* SUPPLIED DATA *

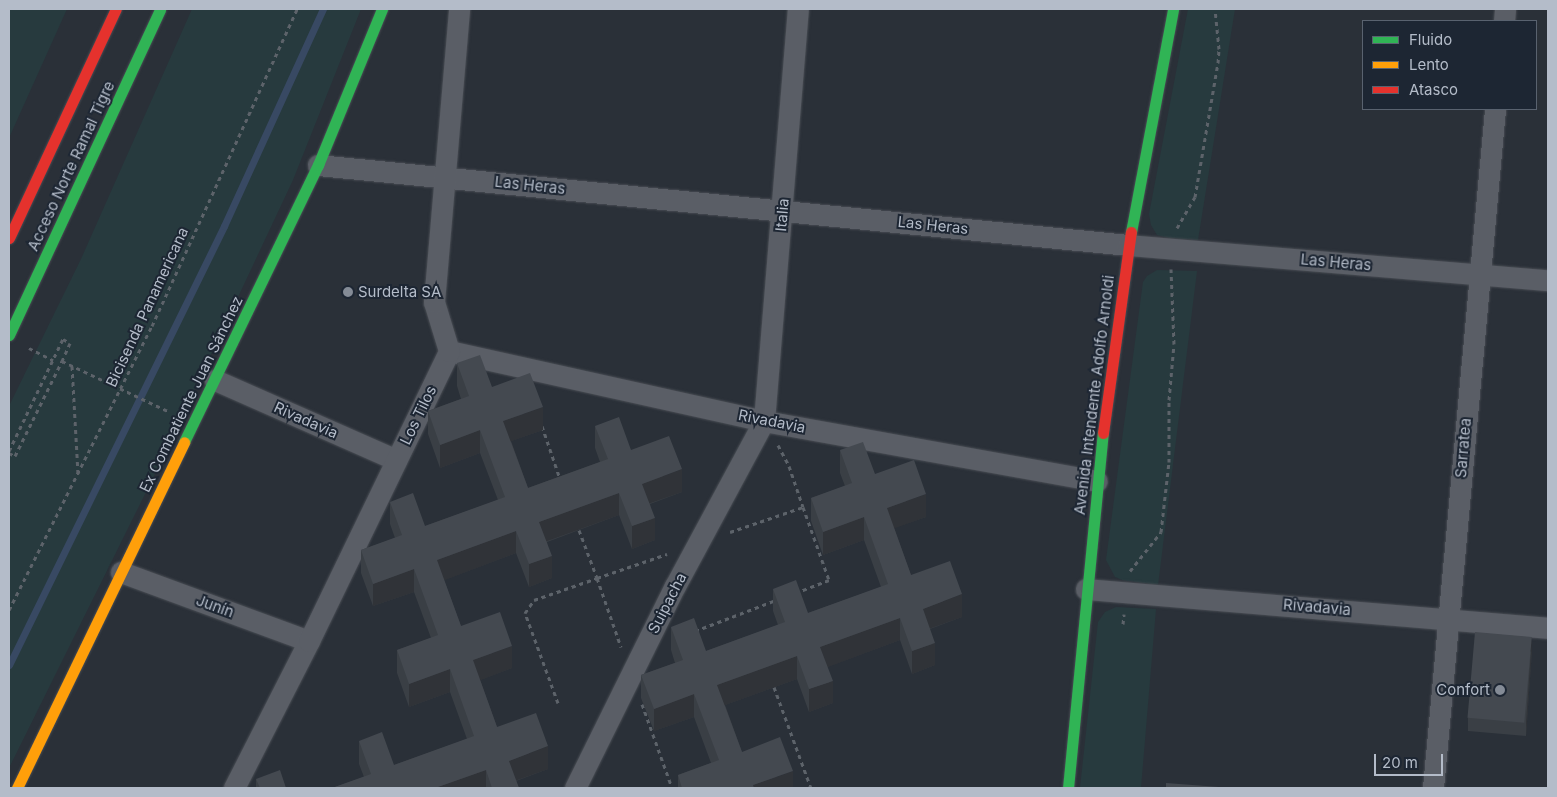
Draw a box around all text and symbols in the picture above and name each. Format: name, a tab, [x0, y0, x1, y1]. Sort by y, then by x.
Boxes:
legend	[1362, 20, 1537, 110]
text: Fluido	[1409, 30, 1452, 49]
text: Lento	[1409, 55, 1449, 74]
street label: Acceso Norte Ramal Tigre	[24, 78, 118, 254]
text: Atasco	[1409, 80, 1458, 99]
street label: Las Heras	[494, 172, 566, 198]
street label: Italia	[772, 198, 792, 232]
street label: Las Heras	[897, 212, 969, 238]
street label: Bicisenda Panamericana	[102, 224, 192, 390]
street label: Las Heras	[1300, 250, 1372, 274]
street label: Avenida Intendente Adolfo Arnoldi	[1070, 274, 1118, 516]
place label: Surdelta SA	[358, 283, 441, 301]
marker: Surdelta SA	[342, 286, 354, 298]
street label: Ex Combatiente Juan Sánchez	[136, 293, 246, 495]
street label: Los Tilos	[396, 383, 440, 447]
street label: Rivadavia	[271, 398, 341, 442]
street label: Rivadavia	[737, 406, 807, 436]
street label: Sarratea	[1451, 417, 1475, 479]
street label: Suipacha	[644, 570, 690, 636]
street label: Junín	[194, 591, 236, 621]
street label: Rivadavia	[1282, 595, 1352, 619]
place label: Confort	[1436, 681, 1490, 699]
marker: Confort	[1494, 684, 1506, 696]
scale bar	[1377, 744, 1446, 776]
text: 20 m	[1382, 753, 1418, 772]

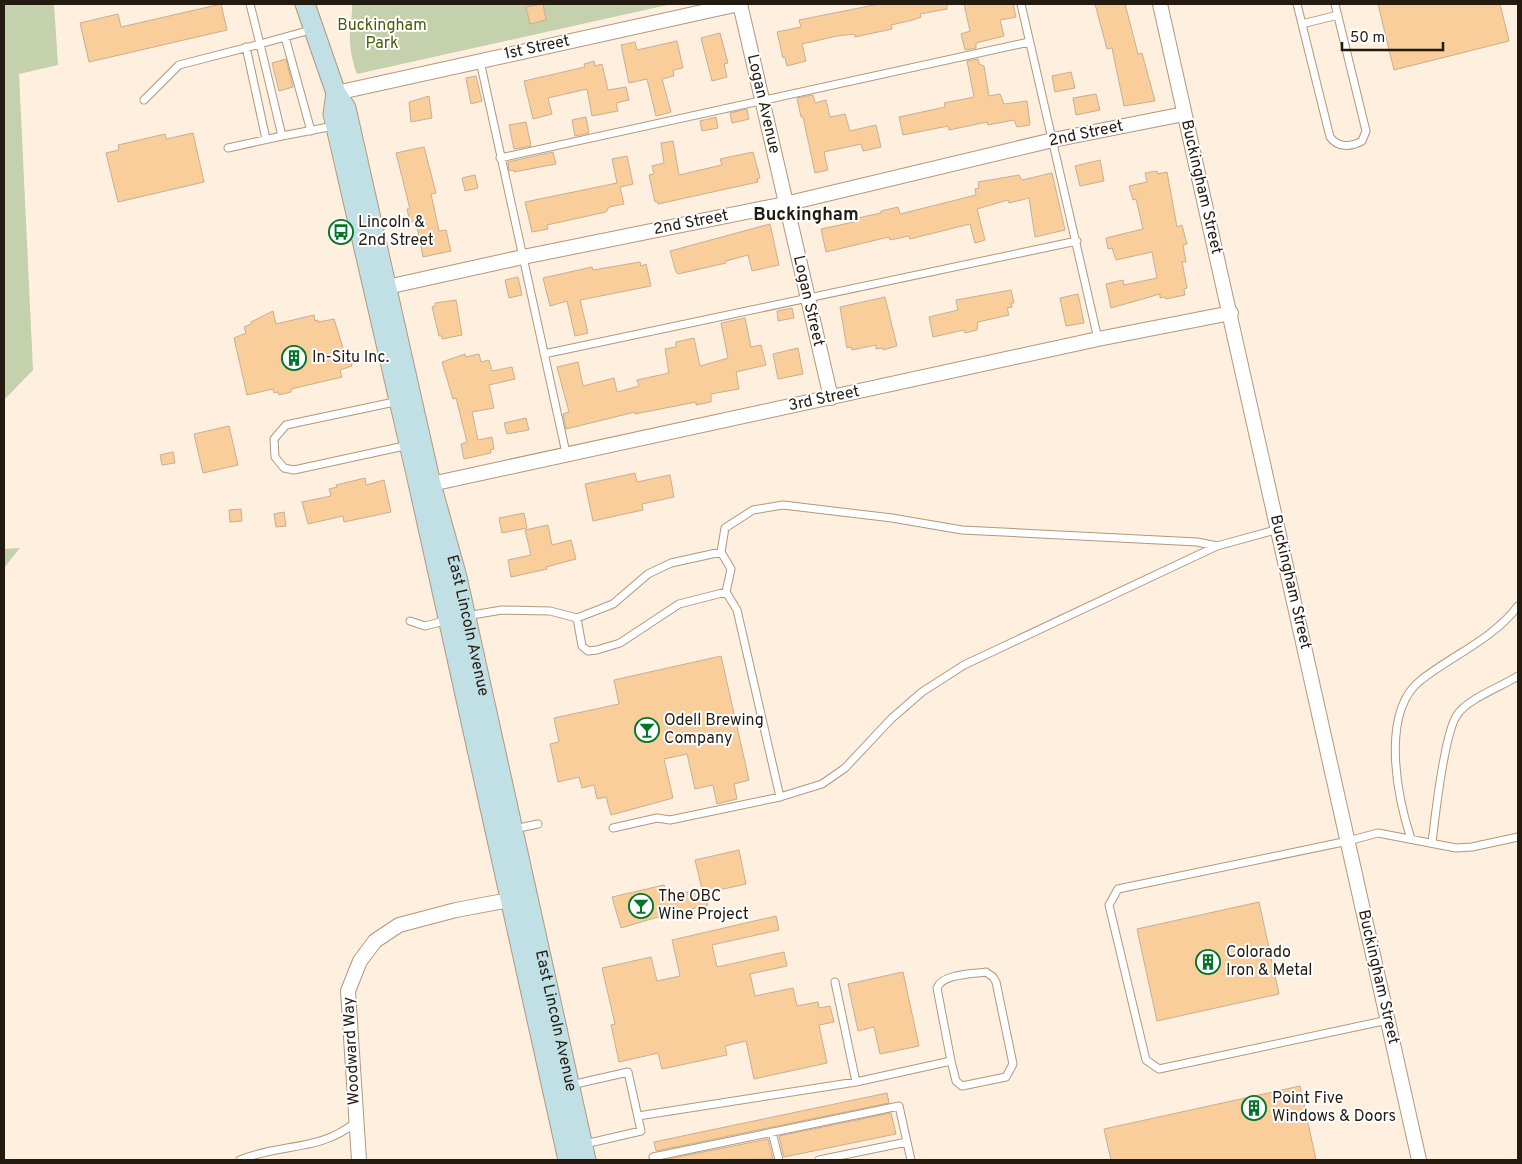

* PROBLEM TO WORK ON *
Could you retype all the entries above exactly, without the pictures?

* EXPECTED ANSWER *
Draw a box around all text and symbols in the picture above and name each. Format: name, a tab, [x0, y0, x1, y1]. Sort by y, then by x.
Boxes:
legend	[1362, 20, 1537, 110]
text: Fluido	[1409, 30, 1452, 49]
text: Lento	[1409, 55, 1449, 74]
street label: Acceso Norte Ramal Tigre	[24, 78, 118, 254]
text: Atasco	[1409, 80, 1458, 99]
street label: Las Heras	[494, 172, 566, 198]
street label: Italia	[772, 198, 792, 232]
street label: Las Heras	[897, 212, 969, 238]
street label: Bicisenda Panamericana	[102, 224, 192, 390]
street label: Las Heras	[1300, 250, 1372, 274]
street label: Avenida Intendente Adolfo Arnoldi	[1070, 274, 1118, 516]
place label: Surdelta SA	[358, 283, 441, 301]
marker: Surdelta SA	[342, 286, 354, 298]
street label: Ex Combatiente Juan Sánchez	[136, 293, 246, 495]
street label: Los Tilos	[396, 383, 440, 447]
street label: Rivadavia	[271, 398, 341, 442]
street label: Rivadavia	[737, 406, 807, 436]
street label: Sarratea	[1451, 417, 1475, 479]
street label: Suipacha	[644, 570, 690, 636]
street label: Junín	[194, 591, 236, 621]
street label: Rivadavia	[1282, 595, 1352, 619]
place label: Confort	[1436, 681, 1490, 699]
marker: Confort	[1494, 684, 1506, 696]
scale bar	[1377, 744, 1446, 776]
text: 20 m	[1382, 753, 1418, 772]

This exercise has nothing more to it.